While the rollout of the NBN is now a political football between Canberra and the states, the nationwide scheme remains highly popular in regional and rural areas that have for decades suffered second-rate service from telecommunications providers trying to keep costs down in an unprofitable market segment.
The cost of copper network maintenance in regional, rural and remote areas of Australia is a significant cost input for Australia’s biggest carrier Telstra.
The carrier is banking on trading-in its costly and onerous conditions incumbent under the Universal Service Obligation which Telstra would shed along with its wholesale monopoly under the NBN.
Adrian Hart, senior manager of BIS Shrapnel’s Infrastructure and Mining unit told Government News that although Australia would not see a “fully deployed NBN under current plans until the early 2020s”, there were advantages in deploying optical fibre over maintaining copper in the future.
“As everyone knows in the telecoms industry, the copper network is incredibly aged and is terrible on the maintenance front. The biggest issues affecting it are water and corrosion. When we get floods and cyclones, if you go to the last Telstra annual report, you will see how much more money they factored into their budget for essentially maintaining their copper network,” Mr Hart said.
Floods remain a real and serious communications issue for many local governments prone to inundation not least because it can take weeks or months for full telecommunications services linked to the copper network to be restored.
Over the last few years large parts of Queensland (including Brisbane), New South Wales and Victoria have found themselves underwater raising questions about the long-term adequacy of communications infrastructure.
Although the carriers like Telstra can rapidly deploy generator-powered mobile base stations and exchanges to affected areas in emergencies, such measures are not enough to provide the capacity volume and quality that fibre-based fixed network services offer.
The cost of repairing and maintaining the decaying copper network is now so high that in many cases Telstra opted to deploy new fibre technology to replace parts of its network damaged by floods or fires.
“Overall we believe the copper network has maintenance costs of up to a $1 billion dollars [a year],” Mr Hart said.

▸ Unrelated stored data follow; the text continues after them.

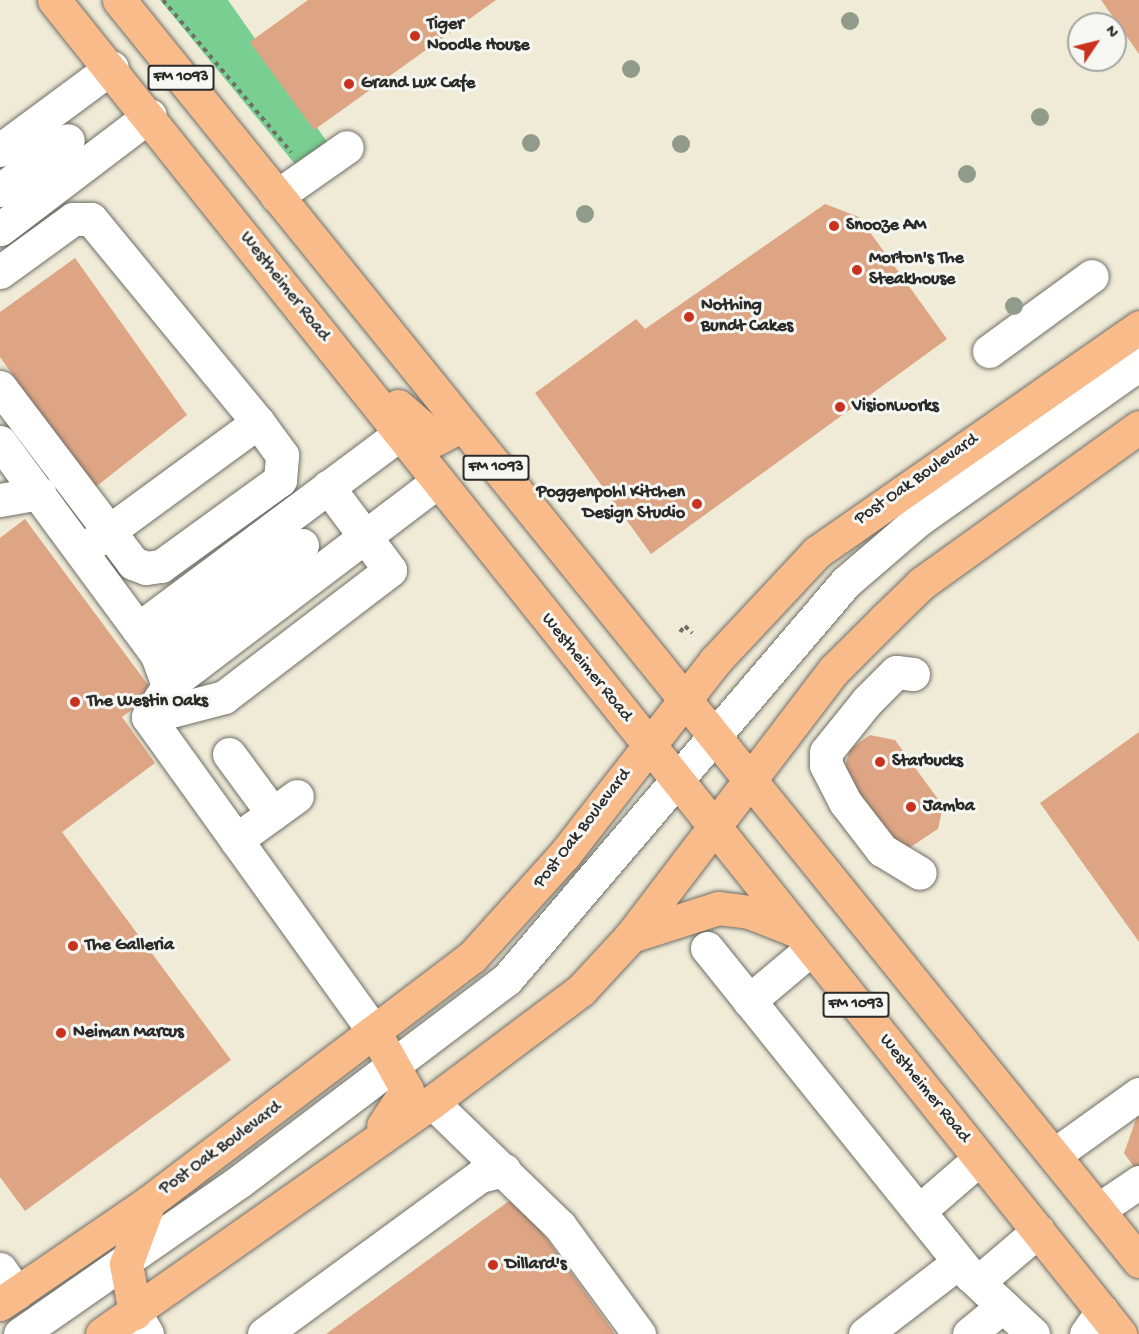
<!DOCTYPE html>
<style>
body{margin:0}
#map{position:relative;width:1139px;height:1334px;overflow:hidden;background:#efebd7;font-family:"Gochi Hand",sans-serif}
div>[style]{position:absolute}
.green>*{inset:0;background:#79ce91}
.building>*{inset:0;background:#dda584}
.path>*{height:4px;margin-top:-2px;transform-origin:0;background:repeating-linear-gradient(90deg,#706e67 0 4.5px,transparent 0 9px)}
.roads{filter:drop-shadow(0 0 2px #706e67) drop-shadow(0 0 2px #706e67)}
.minor>*{height:33px;margin:-16.5px;padding:0 16.5px;transform-origin:16.5px;border-radius:16.5px;background:#fff}
.major>*{height:33px;margin:-16.5px;padding:0 16.5px;transform-origin:16.5px;border-radius:16.5px;background:#fabb8b}
.trees>*{width:18px;height:18px;margin:-9px;border-radius:50%;background:#909c89}
.dots>*{width:16px;height:16px;translate:-50% -50%;box-sizing:border-box;border:3px solid #f6f6f2;border-radius:50%}
span{translate:-50% -50%;white-space:nowrap;text-align:center;line-height:1.15;-webkit-text-stroke:6px #f6f6f2;paint-order:stroke}
.shield-label span{padding:2px 4px;background:#f6f6f2;border:2px solid;border-radius:4px;-webkit-text-stroke-width:0}
.shield-label{font-size:16px;color:#2b2b2b;font-weight:700}
.poi-label{font-size:18px;color:#2b2b2b;font-weight:700}
.left{translate:0 -50%;text-align:left}
.right{translate:-100% -50%;text-align:right}
.street-label{font-size:18px;color:#2b2b2b}
.north{position:absolute;left:1067px;top:12px;width:60px;height:60px;box-sizing:border-box;background:#f6f6f2;border:2px solid #a5a5a2;border-radius:50%;rotate:55deg;font-size:16px;font-weight:700;line-height:24px;text-align:center;color:#2b2b2b}
.north::after{content:'';display:block;margin:auto;width:21px;height:27px;background:#c8321e;clip-path:polygon(50% 0,100% 100%,50% 72%,0 100%)}
</style>
<div id="map">
<div class="green">
<i style="clip-path:polygon(160px 0,228px 0,330px 146px,299px 169px)"></i>
</div>
<div class="building">
<i style="clip-path:polygon(308px 0,496px 0,314px 130px,250px 42px)"></i>
<i style="clip-path:polygon(1101px 0,1139px 0,1139px 54px)"></i>
<i style="clip-path:polygon(825px 204px,859px 217px,947px 339px,651px 554px,535px 393px,636px 319px,645px 329px)"></i>
<i style="clip-path:polygon(75px 258px,187px 415px,93px 489px,0 357px,0 312px)"></i>
<i style="clip-path:polygon(25px 519px,154px 693px,122px 717px,155px 763px,62px 832px,231px 1060px,25px 1211px,0 1177px,0 538px)"></i>
<i style="clip-path:polygon(1139px 732px,1139px 942px,1040px 803px)"></i>
<i style="clip-path:polygon(870px 735px,895px 740px,943px 806px,938px 829px,909px 848px,884px 840px,841px 780px,850px 749px)"></i>
<i style="clip-path:polygon(1139px 1111px,1139px 1174px,1124px 1153px)"></i>
<i style="clip-path:polygon(516px 1196px,615px 1334px,326px 1334px)"></i>
</div>
<div class="path">
<i style="left:163px;top:0;width:199px;rotate:49.9deg"></i>
<i style="left:680px;top:632px;width:8px;rotate:-50deg"></i>
<i style="left:685px;top:626px;width:10px;rotate:45deg"></i>
</div>
<div class="roads">
<div class="minor">
<i style="left:0;top:150px;width:139px;rotate:-36.5deg"></i>
<i style="left:0;top:190px;width:84px;rotate:-36.3deg"></i>
<i style="left:277px;top:196px;width:85px;rotate:-35deg"></i>
<i style="left:0;top:229px;width:188px;rotate:-37.2deg"></i>
<i style="left:0;top:272px;width:90px;rotate:-36deg"></i>
<i style="left:73px;top:219px;width:18px"></i>
<i style="left:91px;top:219px;width:263px;rotate:50.6deg"></i>
<i style="left:258px;top:422px;width:218px;rotate:143.8deg"></i>
<i style="left:989px;top:351px;width:127px;rotate:-36.1deg"></i>
<i style="left:0;top:387px;width:221px;rotate:52.9deg"></i>
<i style="left:133px;top:563px;width:14px;rotate:21deg"></i>
<i style="left:146px;top:568px;width:15px;rotate:-8deg"></i>
<i style="left:161px;top:566px;width:147px;rotate:-35.9deg"></i>
<i style="left:280px;top:480px;width:25px;rotate:-85deg"></i>
<i style="left:282px;top:455px;width:41px;rotate:-126deg"></i>
<i style="left:0;top:442px;width:265px;rotate:53.6deg"></i>
<i style="left:157px;top:655px;width:33px;rotate:70deg"></i>
<i style="left:0;top:500px;width:40px;rotate:-10deg"></i>
<i style="left:138px;top:629px;width:327px;rotate:-36.7deg"></i>
<i style="left:157px;top:655px;width:182px;rotate:-37.2deg"></i>
<i style="left:913px;top:674px;width:17px;rotate:-173deg"></i>
<i style="left:896px;top:672px;width:41px;rotate:135deg"></i>
<i style="left:867px;top:701px;width:65px;rotate:128.8deg"></i>
<i style="left:826px;top:752px;width:13px;rotate:90deg"></i>
<i style="left:826px;top:765px;width:42px;rotate:62.8deg"></i>
<i style="left:845px;top:802px;width:61px;rotate:52.4deg"></i>
<i style="left:882px;top:850px;width:44px;rotate:31.2deg"></i>
<i style="left:148px;top:717px;width:79px;rotate:-14.7deg"></i>
<i style="left:224px;top:697px;width:209px;rotate:-37.4deg"></i>
<i style="left:390px;top:570px;width:104px;rotate:-126.8deg"></i>
<i style="left:229px;top:754px;width:74px;rotate:53.7deg"></i>
<i style="left:236px;top:840px;width:75px;rotate:-35.8deg"></i>
<i style="left:707px;top:948px;width:421px;rotate:51.2deg"></i>
<i style="left:971px;top:1276px;width:85px;rotate:43.1deg"></i>
<i style="left:749px;top:1001px;width:81px;rotate:-40deg"></i>
<i style="left:375px;top:1033px;width:389px;rotate:-125.7deg"></i>
<i style="left:148px;top:717px;width:37px;rotate:-57deg"></i>
<i style="left:168px;top:686px;width:339px;rotate:-37.2deg"></i>
<i style="left:432px;top:1102px;width:178px;rotate:44.1deg"></i>
<i style="left:560px;top:1226px;width:134px;rotate:53.8deg"></i>
<i style="left:1054px;top:1155px;width:105px;rotate:-35.7deg"></i>
<i style="left:1098px;top:1210px;width:50px;rotate:-34.3deg"></i>
<i style="left:919px;top:1211px;width:79px;rotate:-40.9deg"></i>
<i style="left:0;top:1269px;width:29px;rotate:55deg"></i>
<i style="left:978px;top:1282px;width:79px;rotate:-40.4deg"></i>
<i style="left:135px;top:1313px;width:24px;rotate:60deg"></i>
<i style="left:20px;top:1334px;width:268px;rotate:-34.8deg"></i>
<i style="left:240px;top:1181px;width:335px;rotate:-37.1deg"></i>
<i style="left:507px;top:979px;width:522px;rotate:-49.51deg"></i>
<i style="left:846px;top:582px;width:95px;rotate:-40.7deg"></i>
<i style="left:918px;top:520px;width:271px;rotate:-35.2deg"></i>
<i style="left:264px;top:1334px;width:268px;rotate:-36.2deg"></i>
<i style="left:480px;top:1176px;width:25px;rotate:-14deg"></i>
<i style="left:865px;top:1334px;width:118px;rotate:-37.5deg"></i>
<i style="left:969px;top:1334px;width:44px;rotate:-39.5deg"></i>
<i style="left:1086px;top:1334px;width:28px;rotate:-55deg"></i>
</div>
<div class="major">
<i style="left:54px;top:0;width:1708px;rotate:51.37deg"></i>
<i style="left:119px;top:0;width:1622px;rotate:51.03deg"></i>
<i style="left:398px;top:406px;width:50px;rotate:41deg"></i>
<i style="left:436px;top:439px;width:30px;rotate:-28deg"></i>
<i style="left:631px;top:936px;width:91px;rotate:-17.8deg"></i>
<i style="left:718px;top:908px;width:31px;rotate:7deg"></i>
<i style="left:749px;top:912px;width:49px;rotate:21.4deg"></i>
<i style="left:375px;top:1033px;width:65px;rotate:60.7deg"></i>
<i style="left:407px;top:1090px;width:43px;rotate:123.7deg"></i>
<i style="left:0;top:1304px;width:181px;rotate:-34.4deg"></i>
<i style="left:149px;top:1202px;width:405px;rotate:-37.2deg"></i>
<i style="left:472px;top:957px;width:137px;rotate:-48deg"></i>
<i style="left:564px;top:855px;width:246px;rotate:-52.1deg"></i>
<i style="left:715px;top:661px;width:149px;rotate:-46.9deg"></i>
<i style="left:817px;top:552px;width:393px;rotate:-34.9deg"></i>
<i style="left:135px;top:1313px;width:50px;rotate:-100.4deg"></i>
<i style="left:126px;top:1264px;width:66px;rotate:-69.6deg"></i>
<i style="left:102px;top:1334px;width:403px;rotate:-35.1deg"></i>
<i style="left:432px;top:1102px;width:186px;rotate:-36.9deg"></i>
<i style="left:581px;top:990px;width:74px;rotate:-47.2deg"></i>
<i style="left:631px;top:936px;width:335px;rotate:-52.7deg"></i>
<i style="left:834px;top:670px;width:72px;rotate:-45deg"></i>
<i style="left:885px;top:619px;width:52px;rotate:-44.2deg"></i>
<i style="left:922px;top:583px;width:267px;rotate:-35.7deg"></i>
</div>
</div>
<div class="trees">
<i style="left:850px;top:21px"></i>
<i style="left:631px;top:69px"></i>
<i style="left:1040px;top:117px"></i>
<i style="left:531px;top:143px"></i>
<i style="left:681px;top:144px"></i>
<i style="left:967px;top:174px"></i>
<i style="left:585px;top:214px"></i>
<i style="left:1014px;top:306px"></i>
</div>
<div class="dots">
<i style="left:415px;top:36px;background:#c8321e"></i>
<i style="left:349px;top:84px;background:#c8321e"></i>
<i style="left:834px;top:226px;background:#c8321e"></i>
<i style="left:857px;top:270px;background:#c8321e"></i>
<i style="left:689px;top:317px;background:#c8321e"></i>
<i style="left:840px;top:407px;background:#c8321e"></i>
<i style="left:697px;top:504px;background:#c8321e"></i>
<i style="left:75px;top:702px;background:#c8321e"></i>
<i style="left:880px;top:762px;background:#c8321e"></i>
<i style="left:911px;top:807px;background:#c8321e"></i>
<i style="left:73px;top:946px;background:#c8321e"></i>
<i style="left:61px;top:1033px;background:#c8321e"></i>
<i style="left:493px;top:1265px;background:#c8321e"></i>
</div>
<div class="shield-label">
<span style="left:181px;top:78px">FM 1093</span>
<span style="left:496px;top:468px">FM 1093</span>
<span style="left:856px;top:1005px">FM 1093</span>
</div>
<div class="poi-label">
<span class="left" style="left:427px;top:36px">Tiger<br>Noodle House</span>
<span class="left" style="left:361px;top:84px">Grand Lux Cafe</span>
<span class="left" style="left:846px;top:226px">Snooze AM</span>
<span class="left" style="left:869px;top:270px">Morton's The<br>Steakhouse</span>
<span class="left" style="left:701px;top:317px">Nothing<br>Bundt Cakes</span>
<span class="left" style="left:852px;top:407px">Visionworks</span>
<span class="right" style="left:685px;top:504px">Poggenpohl Kitchen<br>Design Studio</span>
<span class="left" style="left:87px;top:702px">The Westin Oaks</span>
<span class="left" style="left:892px;top:762px">Starbucks</span>
<span class="left" style="left:923px;top:807px">Jamba</span>
<span class="left" style="left:85px;top:946px">The Galleria</span>
<span class="left" style="left:73px;top:1033px">Neiman Marcus</span>
<span class="left" style="left:505px;top:1265px">Dillard's</span>
</div>
<div class="street-label">
<span style="left:284px;top:287px;rotate:52deg">Westheimer Road</span>
<span style="left:917px;top:480px;rotate:-35deg">Post Oak Boulevard</span>
<span style="left:586px;top:668px;rotate:51deg">Westheimer Road</span>
<span style="left:583px;top:829px;rotate:-52deg">Post Oak Boulevard</span>
<span style="left:924px;top:1089px;rotate:51deg">Westheimer Road</span>
<span style="left:221px;top:1149px;rotate:-36deg">Post Oak Boulevard</span>
</div>
<div class="north">N</div>
</div>
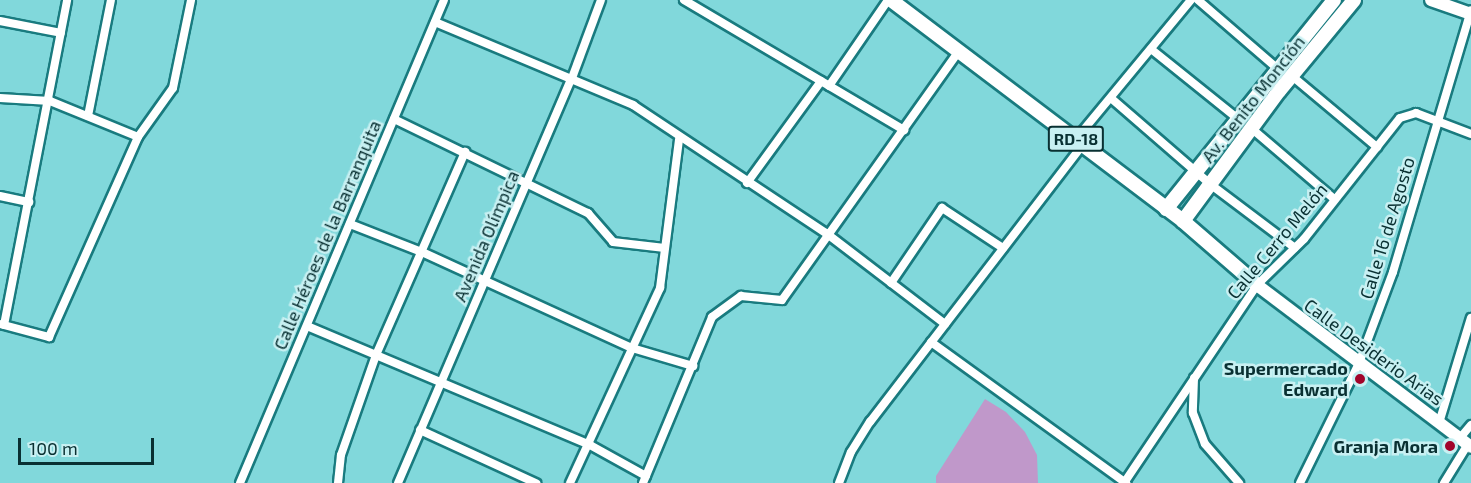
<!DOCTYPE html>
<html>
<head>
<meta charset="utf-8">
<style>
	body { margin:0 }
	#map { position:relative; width:1471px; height:483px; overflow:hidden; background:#81d8db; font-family:"Exo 2",sans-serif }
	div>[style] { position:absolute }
	.green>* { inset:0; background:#c098ca }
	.roads { filter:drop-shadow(2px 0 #197b7f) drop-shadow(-2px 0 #197b7f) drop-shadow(0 2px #197b7f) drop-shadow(0 -2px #197b7f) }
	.street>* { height:8px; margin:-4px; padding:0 4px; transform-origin:4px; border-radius:4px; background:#fff }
	.secondary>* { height:12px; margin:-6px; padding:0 6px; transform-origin:6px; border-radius:6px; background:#fff }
	.primary>* { height:14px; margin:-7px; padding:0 7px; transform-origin:7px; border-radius:7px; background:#fff }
	.dots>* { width:16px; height:16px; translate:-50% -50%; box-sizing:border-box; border:3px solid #c8f0f2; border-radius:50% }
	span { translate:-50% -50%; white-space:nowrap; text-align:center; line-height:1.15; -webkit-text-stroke:5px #c8f0f2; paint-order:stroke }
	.shield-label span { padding:2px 4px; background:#c8f0f2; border:2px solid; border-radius:4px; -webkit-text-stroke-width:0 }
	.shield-label { font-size:16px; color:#093032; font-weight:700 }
	.street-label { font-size:18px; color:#093032 }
	.poi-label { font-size:18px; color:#093032; font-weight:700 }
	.right { translate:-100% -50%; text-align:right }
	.scale { position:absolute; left:18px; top:438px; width:136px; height:27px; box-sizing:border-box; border:3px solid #093032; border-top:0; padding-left:8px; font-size:18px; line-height:21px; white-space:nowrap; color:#093032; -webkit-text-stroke:4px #c8f0f2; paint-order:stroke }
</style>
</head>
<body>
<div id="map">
	<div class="green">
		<i style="clip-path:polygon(985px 399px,1006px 412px,1025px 432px,1037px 455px,1038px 483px,936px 483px,936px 476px)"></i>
	</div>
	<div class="roads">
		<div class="street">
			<i style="left:684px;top:0;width:256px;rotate:30.6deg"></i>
			<i style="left:1198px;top:0;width:106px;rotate:40.8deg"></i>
			<i style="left:0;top:21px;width:62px;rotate:11.1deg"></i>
			<i style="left:435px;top:22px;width:215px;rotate:22.7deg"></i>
			<i style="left:633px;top:105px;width:232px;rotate:33.6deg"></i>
			<i style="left:826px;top:233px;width:150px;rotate:37.4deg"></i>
			<i style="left:1151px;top:49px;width:112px;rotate:38.8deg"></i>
			<i style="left:1292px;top:76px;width:111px;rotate:39.9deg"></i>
			<i style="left:829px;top:86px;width:104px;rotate:-55.5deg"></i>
			<i style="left:0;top:98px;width:50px;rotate:3.4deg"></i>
			<i style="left:50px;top:101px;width:95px;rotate:22.2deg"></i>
			<i style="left:1112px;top:99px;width:130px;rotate:40.9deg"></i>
			<i style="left:1210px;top:184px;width:106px;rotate:37deg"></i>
			<i style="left:88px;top:116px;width:118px;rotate:-78.8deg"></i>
			<i style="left:394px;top:119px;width:216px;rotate:25.9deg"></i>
			<i style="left:588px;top:213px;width:38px;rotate:49deg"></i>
			<i style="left:613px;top:242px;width:52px;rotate:6.6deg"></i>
			<i style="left:1251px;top:128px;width:109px;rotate:40.5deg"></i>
			<i style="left:1076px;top:139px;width:180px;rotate:-50.4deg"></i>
			<i style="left:747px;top:183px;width:126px;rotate:-54deg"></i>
			<i style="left:0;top:196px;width:30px;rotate:12deg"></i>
			<i style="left:350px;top:224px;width:77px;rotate:21.3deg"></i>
			<i style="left:422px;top:252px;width:231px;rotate:24.6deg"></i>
			<i style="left:632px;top:348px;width:64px;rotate:16.4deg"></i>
			<i style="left:891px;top:283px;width:91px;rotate:-55.8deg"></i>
			<i style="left:942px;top:208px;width:73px;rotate:33.3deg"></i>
			<i style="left:0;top:324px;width:51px;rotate:14.9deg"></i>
			<i style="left:49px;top:337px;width:219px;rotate:-66deg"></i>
			<i style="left:138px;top:137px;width:60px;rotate:-54.5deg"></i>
			<i style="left:173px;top:88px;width:90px;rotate:-78.4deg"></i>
			<i style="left:4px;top:325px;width:331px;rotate:-79deg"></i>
			<i style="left:307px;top:326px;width:307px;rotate:22.8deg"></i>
			<i style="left:590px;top:445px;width:64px;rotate:29deg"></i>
			<i style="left:931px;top:342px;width:241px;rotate:35.9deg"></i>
			<i style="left:1194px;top:378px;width:35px;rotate:92deg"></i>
			<i style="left:1193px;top:413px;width:33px;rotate:69deg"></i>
			<i style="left:1205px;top:444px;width:52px;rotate:48.9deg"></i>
			<i style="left:1439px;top:423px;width:110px;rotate:-73.1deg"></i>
			<i style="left:420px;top:430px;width:128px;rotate:24.6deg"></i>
			<i style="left:1460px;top:438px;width:17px;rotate:-50deg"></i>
			<i style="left:240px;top:483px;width:524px;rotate:-67.1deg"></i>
			<i style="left:338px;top:483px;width:28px;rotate:-84deg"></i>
			<i style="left:341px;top:455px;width:106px;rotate:-70.7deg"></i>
			<i style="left:376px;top:355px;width:222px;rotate:-66.3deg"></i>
			<i style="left:398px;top:483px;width:441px;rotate:-66.8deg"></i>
			<i style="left:572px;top:78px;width:83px;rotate:-69.6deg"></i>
			<i style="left:570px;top:483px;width:215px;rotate:-65.2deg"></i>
			<i style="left:660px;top:288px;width:150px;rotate:-82.7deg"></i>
			<i style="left:643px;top:483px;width:180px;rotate:-67.4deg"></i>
			<i style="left:712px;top:317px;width:36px;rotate:-36deg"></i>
			<i style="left:741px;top:296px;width:41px;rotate:5.6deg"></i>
			<i style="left:782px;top:300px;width:305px;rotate:-54.6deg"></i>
			<i style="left:839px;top:483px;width:33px;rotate:-69deg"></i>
			<i style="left:851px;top:452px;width:36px;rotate:-58deg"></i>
			<i style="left:870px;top:422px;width:350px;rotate:-52.5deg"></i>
			<i style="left:1124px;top:483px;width:239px;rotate:-56.1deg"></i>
			<i style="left:1257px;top:285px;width:66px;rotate:-44.4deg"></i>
			<i style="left:1304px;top:239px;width:154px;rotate:-51.6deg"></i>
			<i style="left:1400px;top:118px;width:17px;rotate:-17deg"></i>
			<i style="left:1416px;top:113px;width:59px;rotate:20.9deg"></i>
			<i style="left:1300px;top:483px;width:134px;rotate:-63.8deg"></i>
			<i style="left:1359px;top:363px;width:97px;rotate:-69.5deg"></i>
			<i style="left:1393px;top:272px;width:273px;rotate:-73.4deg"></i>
			<i style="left:1444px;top:483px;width:46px;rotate:-58.4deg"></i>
		</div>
		<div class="secondary">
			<i style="left:1431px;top:0;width:42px;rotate:19.3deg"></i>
			<i style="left:1257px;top:285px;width:268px;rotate:37.1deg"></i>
		</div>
		<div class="primary">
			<i style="left:891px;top:0;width:366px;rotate:37.1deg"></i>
			<i style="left:1183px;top:221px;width:98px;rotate:40.9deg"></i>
			<i style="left:1166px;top:209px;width:268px;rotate:-51.2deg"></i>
			<i style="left:1183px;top:221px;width:162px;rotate:-53.6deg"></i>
			<i style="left:1279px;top:91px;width:118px;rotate:-50.5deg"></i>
		</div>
	</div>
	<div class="dots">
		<i style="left:1360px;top:379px;background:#a2042a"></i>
		<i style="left:1450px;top:446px;background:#a2042a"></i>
	</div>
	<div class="shield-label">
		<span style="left:1076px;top:139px">RD-18</span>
	</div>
	<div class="street-label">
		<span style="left:1253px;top:99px;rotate:-52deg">Av. Benito Monción</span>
		<span style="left:1387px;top:228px;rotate:-73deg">Calle 16 de Agosto</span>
		<span style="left:327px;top:235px;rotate:-67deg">Calle Héroes de la Barranquita</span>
		<span style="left:486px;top:236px;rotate:-67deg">Avenida Olímpica</span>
		<span style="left:1277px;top:241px;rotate:-50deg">Calle Cerro Melón</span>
		<span style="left:1374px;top:352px;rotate:36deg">Calle Desiderio Arias</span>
	</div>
	<div class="poi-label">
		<span class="right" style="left:1348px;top:379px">Supermercado<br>Edward</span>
		<span class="right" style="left:1438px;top:446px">Granja Mora</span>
	</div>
	<div class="scale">100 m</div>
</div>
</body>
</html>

“Our estimates from the maintenance study suggest that just by replacing all of the copper network with the fibre optic network [which] doesn’t have the water issues and the fact that it’s already failed or failing in many places, will save us between $600 to $700 million per annum once fully deployed, so that’s quite a substantial saving.”
BIS Shrapnel has also cautioned that the savings and benefits of the NBN “would be put at risk if the NBN project were delayed or cancelled by future Federal governments.”
That statement effectively increases pressure on the Coalition to enunciate its plans for the NBN in more financial and technical detail, especially in local government areas that are still serviced by legacy copper technology.
An issue of particular interest is whether a technology known as fibre-to-the-node (FTTN) remains a viable compromise option that could make savings by reusing copper lines from the street to the home rather than connecting premises directly to fibre as planned by the NBN.
So far, BIS Shrapnel is yet to be convinced by the economic merits of FTTN.
“From our view, FTTN obviously isn’t as a clean solution as FTTH. We’ll still have this last mile, or last few metres even, still relying on copper and you’ll still get tremendous maintenance costs from that,” Mr Hart said.
“It’s only really if you ditch the copper network and allow it to be decommissioned that you will see these kinds of benefits in terms of maintenance. The other thing is we believe after talking with many companies in this space that eventually the copper network will have to be transformed in some way; it is just becoming an aging dinosaur in the telecoms industry.
"Eventually we will bite the bullet and replace it,” Mr Hart said.